Irish objections force EU to drop Israel data plan
IRELAND has forced the withdrawal of a controversial EU plan to allow Israel access to sensitive personal data on Irish citizens.
The proposal was taken off the table at a European Commission meeting in Brussels yesterday following an objection lodged by the Government.
The Irish representative, a senior official from the Department of Justice, had intended to vote against the proposal at the meeting.
But as the talks got under way yesterday morning, the commission indicated that the proposal was being withdrawn because of the concerns raised by the Irish.
In Dublin yesterday Justice Minister Dermot Ahern admitted that he had been somewhat surprised by the commission's decision, but said it was recognition of the good work that had been done by his officials since he had first highlighted the concerns at a meeting of EU justice and home affairs ministers in July.

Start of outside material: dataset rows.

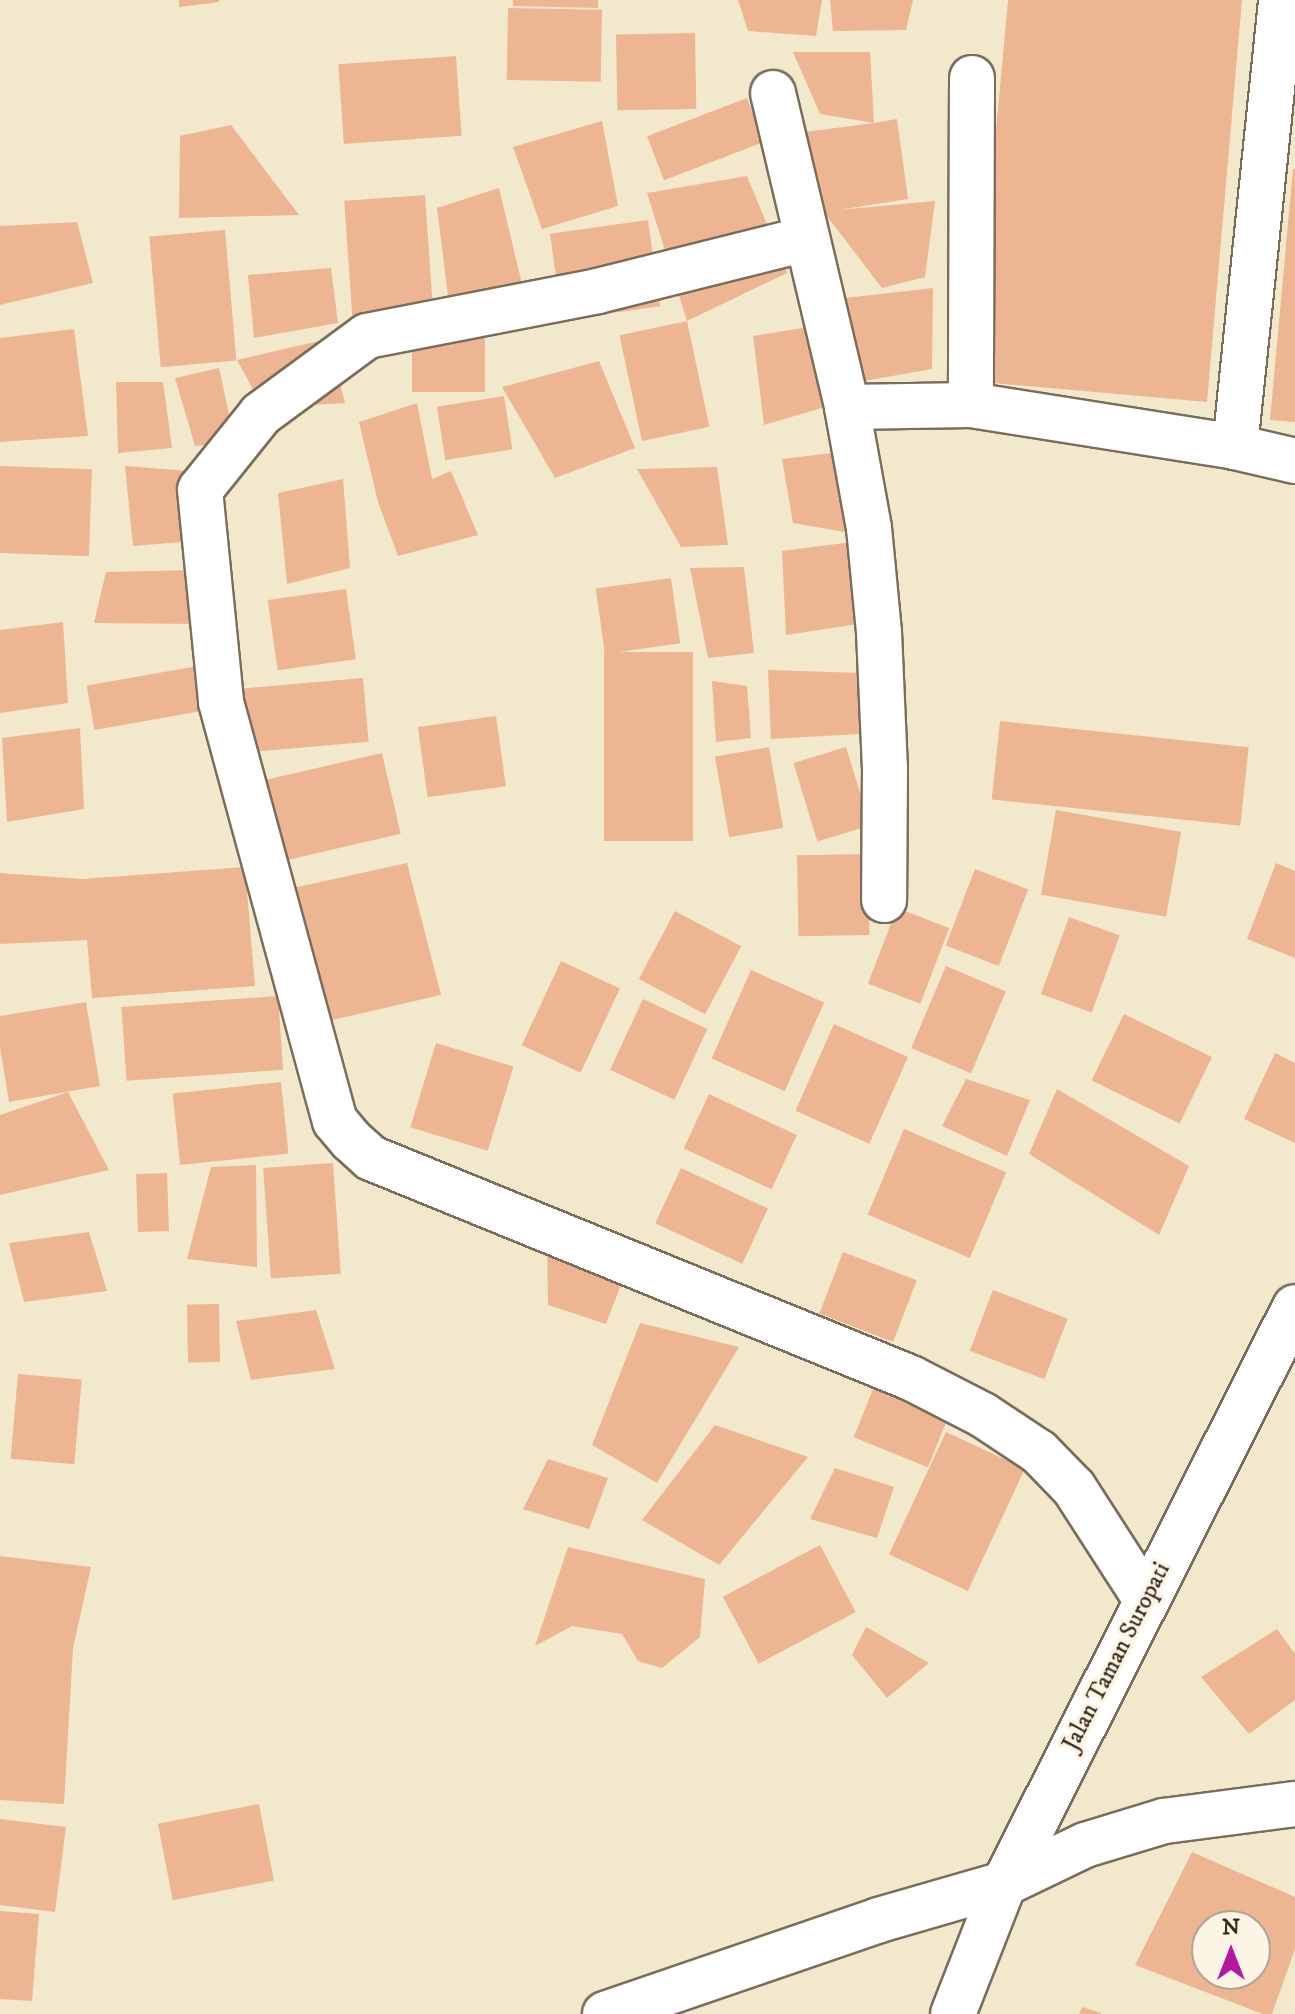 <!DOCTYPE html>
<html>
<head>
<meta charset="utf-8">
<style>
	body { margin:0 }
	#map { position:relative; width:1295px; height:2014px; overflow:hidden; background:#f2e9cd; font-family:"IM FELL DW Pica",serif }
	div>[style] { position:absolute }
	.building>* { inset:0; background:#eeb592; transform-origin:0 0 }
	.roads { filter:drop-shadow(2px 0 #7b6d5b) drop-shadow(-2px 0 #7b6d5b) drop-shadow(0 2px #7b6d5b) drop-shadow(0 -2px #7b6d5b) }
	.street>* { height:44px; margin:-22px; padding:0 22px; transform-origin:22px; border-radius:22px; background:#fff }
	.secondary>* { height:44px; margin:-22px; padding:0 22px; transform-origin:22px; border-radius:22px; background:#fff }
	span { translate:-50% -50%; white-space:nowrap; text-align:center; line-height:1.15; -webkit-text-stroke:7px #fcf5e5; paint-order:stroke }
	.street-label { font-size:24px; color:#3b2a1e }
	.north { position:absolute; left:1191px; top:1910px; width:80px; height:80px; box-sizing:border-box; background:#fcf5e5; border:2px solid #afa495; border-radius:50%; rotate:0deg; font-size:22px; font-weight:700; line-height:32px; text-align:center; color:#3b2a1e }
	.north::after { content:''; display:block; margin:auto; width:28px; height:36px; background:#b5179e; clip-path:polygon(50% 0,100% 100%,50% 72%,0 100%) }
</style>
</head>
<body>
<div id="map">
	<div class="building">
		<div style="clip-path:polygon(179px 0,219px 0,219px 2px,179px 7px)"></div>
		<div style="clip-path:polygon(513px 0,598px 0,598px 8px,513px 6px)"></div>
		<div style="clip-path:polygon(738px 0,822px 0,816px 36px,748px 31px)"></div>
		<div style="clip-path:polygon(830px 0,913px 0,906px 30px,833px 31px)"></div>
		<div style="clip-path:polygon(1008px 0,1242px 0,1207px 402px,982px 382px,993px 163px)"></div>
		<div style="left:508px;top:8px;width:94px;height:72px;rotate:1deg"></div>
		<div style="left:695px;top:33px;width:76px;height:79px;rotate:89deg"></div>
		<div style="clip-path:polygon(793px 52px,870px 52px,874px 123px,897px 119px,908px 199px,838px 210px,935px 201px,925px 277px,882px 288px,823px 211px,797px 133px,874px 123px,820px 114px)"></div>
		<div style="left:456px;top:56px;width:80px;height:118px;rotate:86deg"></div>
		<div style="left:747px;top:98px;width:47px;height:107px;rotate:69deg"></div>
		<div style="clip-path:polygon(602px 121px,618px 206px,542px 229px,513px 147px)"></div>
		<div style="clip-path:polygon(231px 125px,299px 215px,179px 218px,180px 136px)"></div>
		<div style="clip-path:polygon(1293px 169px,1295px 169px,1295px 422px,1270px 420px)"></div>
		<div style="clip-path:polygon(747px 176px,787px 273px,687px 321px,647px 193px)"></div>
		<div style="clip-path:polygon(499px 188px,522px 284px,448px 296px,437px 208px)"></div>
		<div style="left:425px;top:195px;width:115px;height:81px;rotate:86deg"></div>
		<div style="left:648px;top:220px;width:87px;height:99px;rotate:82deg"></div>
		<div style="clip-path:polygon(77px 222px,93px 283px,0 305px,0 226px)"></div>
		<div style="left:225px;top:230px;width:131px;height:76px;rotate:85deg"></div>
		<div style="clip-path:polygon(331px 268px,338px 323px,254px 338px,248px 275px)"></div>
		<div style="clip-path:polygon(933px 288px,932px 369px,864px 381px,845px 298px)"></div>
		<div style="left:687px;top:321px;width:108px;height:69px;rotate:78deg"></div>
		<div style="clip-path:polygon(815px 326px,832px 405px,764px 425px,753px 336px)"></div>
		<div style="left:485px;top:327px;width:65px;height:73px;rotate:90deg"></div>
		<div style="clip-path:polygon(74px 329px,88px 436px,0 442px,0 338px)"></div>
		<div style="clip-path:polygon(328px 339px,345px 403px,263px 408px,237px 360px)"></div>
		<div style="clip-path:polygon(599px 361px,635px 448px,555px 478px,502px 387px)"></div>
		<div style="clip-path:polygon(219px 368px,235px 442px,195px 446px,175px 378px)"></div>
		<div style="clip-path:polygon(116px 382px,163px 382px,172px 448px,118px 453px)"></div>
		<div style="left:504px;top:396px;width:54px;height:68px;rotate:81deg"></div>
		<div style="clip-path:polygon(417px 403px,432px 479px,451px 471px,478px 535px,398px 556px,378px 502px,359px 422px)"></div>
		<div style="clip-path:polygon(840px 452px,850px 533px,793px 523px,782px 459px)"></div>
		<div style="left:0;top:466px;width:92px;height:87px;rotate:2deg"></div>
		<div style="clip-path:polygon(125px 466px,214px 473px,220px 539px,133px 546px)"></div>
		<div style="clip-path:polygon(717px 467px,728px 545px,681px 547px,637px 469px)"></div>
		<div style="clip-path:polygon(343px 479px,350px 568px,287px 584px,278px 493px)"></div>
		<div style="clip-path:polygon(860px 541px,865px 623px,786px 635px,782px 551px)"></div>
		<div style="clip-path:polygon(744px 567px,754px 653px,708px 658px,690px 568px)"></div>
		<div style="clip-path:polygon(198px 570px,197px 624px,94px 623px,106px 572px)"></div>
		<div style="left:671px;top:578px;width:66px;height:76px;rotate:82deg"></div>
		<div style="left:346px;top:589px;width:71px;height:79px;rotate:82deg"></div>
		<div style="clip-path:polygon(63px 622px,68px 703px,0 713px,0 630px)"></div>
		<div style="left:693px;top:652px;width:189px;height:89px;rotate:90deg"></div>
		<div style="left:198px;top:666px;width:45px;height:113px;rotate:80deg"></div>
		<div style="clip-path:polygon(768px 670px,862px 673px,859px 734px,771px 739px)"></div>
		<div style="left:363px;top:678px;width:64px;height:128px;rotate:85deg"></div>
		<div style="clip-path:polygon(712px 681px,747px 686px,751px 738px,716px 742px)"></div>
		<div style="left:496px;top:716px;width:71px;height:79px;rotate:82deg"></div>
		<div style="left:1000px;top:721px;width:250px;height:79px;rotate:6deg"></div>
		<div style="clip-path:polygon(80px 728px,84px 809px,7px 822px,2px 738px)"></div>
		<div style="left:769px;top:747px;width:82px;height:55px;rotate:80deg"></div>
		<div style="left:846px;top:747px;width:82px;height:55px;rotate:73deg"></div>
		<div style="left:382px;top:753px;width:83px;height:136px;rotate:77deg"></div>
		<div style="left:1056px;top:810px;width:127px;height:86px;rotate:10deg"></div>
		<div style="left:868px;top:854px;width:81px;height:71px;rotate:89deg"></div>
		<div style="clip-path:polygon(407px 863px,441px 995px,328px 1021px,279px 891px)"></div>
		<div style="clip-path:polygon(1276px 863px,1295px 871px,1295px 958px,1247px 939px)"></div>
		<div style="clip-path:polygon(245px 867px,255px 986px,92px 998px,87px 940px,0 944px,0 873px,82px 879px)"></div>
		<div style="left:975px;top:869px;width:57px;height:82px;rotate:21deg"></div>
		<div style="left:897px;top:908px;width:56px;height:81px;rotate:21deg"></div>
		<div style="left:675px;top:911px;width:75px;height:77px;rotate:28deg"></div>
		<div style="left:1069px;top:917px;width:54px;height:82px;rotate:20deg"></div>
		<div style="left:561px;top:961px;width:65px;height:93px;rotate:25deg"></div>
		<div style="left:946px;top:966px;width:65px;height:89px;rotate:23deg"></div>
		<div style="left:751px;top:970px;width:80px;height:97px;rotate:24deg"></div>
		<div style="left:278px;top:996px;width:74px;height:157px;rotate:86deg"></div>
		<div style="left:643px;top:999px;width:71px;height:78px;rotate:25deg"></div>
		<div style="clip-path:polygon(86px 1002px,100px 1086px,9px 1102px,0 1047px,0 1016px)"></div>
		<div style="left:1124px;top:1014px;width:98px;height:74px;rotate:26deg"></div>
		<div style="left:834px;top:1024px;width:81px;height:95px;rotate:24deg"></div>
		<div style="left:436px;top:1043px;width:81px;height:88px;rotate:17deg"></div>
		<div style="clip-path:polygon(1275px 1053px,1295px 1063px,1295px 1143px,1244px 1119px)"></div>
		<div style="clip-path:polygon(966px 1079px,1030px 1100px,1007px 1156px,942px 1126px)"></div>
		<div style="left:281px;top:1082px;width:72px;height:109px;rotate:84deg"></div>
		<div style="clip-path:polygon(1057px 1089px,1189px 1166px,1159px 1235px,1029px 1154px)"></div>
		<div style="clip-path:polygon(68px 1092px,109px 1170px,0 1195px,0 1115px)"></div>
		<div style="left:709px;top:1094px;width:97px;height:60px;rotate:25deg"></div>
		<div style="left:904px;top:1129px;width:111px;height:93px;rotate:23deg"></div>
		<div style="left:333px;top:1163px;width:111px;height:70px;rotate:86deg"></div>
		<div style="clip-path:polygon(256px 1165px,257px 1267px,187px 1259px,211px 1167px)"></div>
		<div style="left:681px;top:1168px;width:96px;height:61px;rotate:25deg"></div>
		<div style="left:167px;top:1173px;width:58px;height:31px;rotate:88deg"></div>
		<div style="clip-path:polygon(89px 1232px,107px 1291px,24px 1302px,9px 1243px)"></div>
		<div style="clip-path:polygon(547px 1239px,624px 1277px,606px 1324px,548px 1305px)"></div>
		<div style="left:843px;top:1252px;width:79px;height:66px;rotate:21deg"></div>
		<div style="left:993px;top:1290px;width:80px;height:65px;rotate:21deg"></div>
		<div style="left:219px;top:1304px;width:58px;height:32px;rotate:89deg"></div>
		<div style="clip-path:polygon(316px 1310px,335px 1369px,251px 1380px,236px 1321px)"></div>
		<div style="clip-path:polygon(640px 1323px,739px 1347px,657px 1483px,592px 1445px)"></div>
		<div style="left:18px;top:1374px;width:64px;height:85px;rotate:5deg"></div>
		<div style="left:878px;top:1377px;width:80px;height:65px;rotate:22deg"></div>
		<div style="clip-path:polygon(715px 1425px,808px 1457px,719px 1565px,642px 1520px)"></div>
		<div style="left:946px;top:1432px;width:87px;height:135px;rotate:25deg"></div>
		<div style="clip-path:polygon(548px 1459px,608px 1478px,589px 1529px,523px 1509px)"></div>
		<div style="clip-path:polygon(835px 1468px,894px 1487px,877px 1538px,810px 1519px)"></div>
		<div style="left:820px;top:1545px;width:76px;height:110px;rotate:62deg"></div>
		<div style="clip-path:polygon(568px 1547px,705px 1579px,700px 1637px,662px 1668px,638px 1661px,622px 1634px,572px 1626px,535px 1646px)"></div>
		<div style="clip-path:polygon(0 1556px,91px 1567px,73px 1648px,64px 1804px,0 1800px)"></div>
		<div style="clip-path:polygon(866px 1627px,929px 1663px,887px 1698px,852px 1655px)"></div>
		<div style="clip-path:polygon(1277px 1629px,1295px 1654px,1295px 1700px,1249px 1734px,1201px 1677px)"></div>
		<div style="left:259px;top:1804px;width:78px;height:103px;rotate:79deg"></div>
		<div style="clip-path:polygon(0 1819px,66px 1827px,55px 1912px,0 1905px)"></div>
		<div style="clip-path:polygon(evenodd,1192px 1852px,1295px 1897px,1295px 1949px,1272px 2014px,1263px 2014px,1135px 1965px,1192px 1852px,1207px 1926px,1255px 1926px,1255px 1974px,1207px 1974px,1207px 1926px)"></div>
		<div style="clip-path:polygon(0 1911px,39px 1914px,32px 2001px,0 1999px)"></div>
		<div style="clip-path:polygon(1082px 2007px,1101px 2013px,1101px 2014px,1079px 2014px)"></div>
	</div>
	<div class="roads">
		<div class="street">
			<div style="left:972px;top:78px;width:327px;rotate:90.2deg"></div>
			<div style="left:971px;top:405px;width:267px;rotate:9deg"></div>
			<div style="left:1235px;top:447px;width:62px;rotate:13.1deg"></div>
			<div style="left:773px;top:93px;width:323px;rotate:76.7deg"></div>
			<div style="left:847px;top:407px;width:124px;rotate:-0.9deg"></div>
			<div style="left:806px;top:239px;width:214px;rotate:166deg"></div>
			<div style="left:598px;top:291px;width:235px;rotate:169deg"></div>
			<div style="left:367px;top:336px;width:132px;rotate:143.7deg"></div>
			<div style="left:261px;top:414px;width:97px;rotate:128.8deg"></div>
			<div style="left:200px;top:490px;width:213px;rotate:84.3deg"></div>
			<div style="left:221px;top:702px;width:434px;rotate:74.8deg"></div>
			<div style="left:335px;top:1121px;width:25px;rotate:50deg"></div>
			<div style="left:351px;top:1140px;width:27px;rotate:42deg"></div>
			<div style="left:371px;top:1158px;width:583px;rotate:22.17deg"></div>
			<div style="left:911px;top:1378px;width:81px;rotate:27.2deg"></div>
			<div style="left:983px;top:1415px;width:67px;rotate:33.5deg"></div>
			<div style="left:1039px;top:1452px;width:50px;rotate:45.8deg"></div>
			<div style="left:1074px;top:1488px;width:131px;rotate:57.2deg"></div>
			<div style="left:847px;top:407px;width:123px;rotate:79.7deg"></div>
			<div style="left:869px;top:528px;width:104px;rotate:84.5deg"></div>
			<div style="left:879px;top:632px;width:136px;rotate:87.5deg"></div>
			<div style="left:885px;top:768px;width:132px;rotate:90.4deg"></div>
			<div style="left:1235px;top:447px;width:449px;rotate:-84.1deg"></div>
			<div style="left:605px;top:2014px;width:290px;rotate:-18.9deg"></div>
			<div style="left:879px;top:1920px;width:130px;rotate:-16.1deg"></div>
			<div style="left:1004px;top:1884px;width:90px;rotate:-25.7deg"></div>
			<div style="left:1085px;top:1845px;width:83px;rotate:-16.9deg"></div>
			<div style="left:1164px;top:1821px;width:132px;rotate:-7.4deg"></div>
		</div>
		<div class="secondary">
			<div style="left:953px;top:2014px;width:140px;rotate:-68.6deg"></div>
			<div style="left:1004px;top:1884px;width:646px;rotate:-63.24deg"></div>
		</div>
	</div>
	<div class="street-label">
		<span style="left:1117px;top:1657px;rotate:-63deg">Jalan Taman Suropati</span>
	</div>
	<div class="north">N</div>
</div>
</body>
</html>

He said the Irish objection was justified in the wake of the discovery that agents of the Israeli state had tampered with the details on Irish passports.
He was referring to the findings of gardai and other police forces, which led the Government here to conclude that an official Israeli agency had been responsible for the "misuse and, most likely, the manufacture" of eight fake Irish passports.
The forged passports were subsequently used by Israeli agents, who were alleged to have then murdered Hamas activist Mahmoud al-Mabhouh in a hotel in Dubai.
Mr Ahern said the Irish concerns were also based on the failure of the Israeli government to include the manual examination of passports at border controls in the data-protection legislation.
The Irish were also worried about the status of the Israeli data-protection commissioner, who did not have the independence afforded to his counterparts in EU jurisdictions.
It is understood that the British government, while indicating that they understood the Irish objections, would have supported the proposal if the issue had gone to a vote.
Last June an Israeli diplomat was expelled from Dublin in retaliation for the Israeli passport abuses.
Asked if the Irish stance at the meeting would further affect relations between the two states, Mr Ahern said that was a matter for the diplomats.
EU states are represented by civil servants at the meetings and Mr Ahern only became aware in July that the commission intended to push through the Israeli application "on the nod" -- without a vote.
Following the Irish objections, the commission postponed a final decision until yesterday.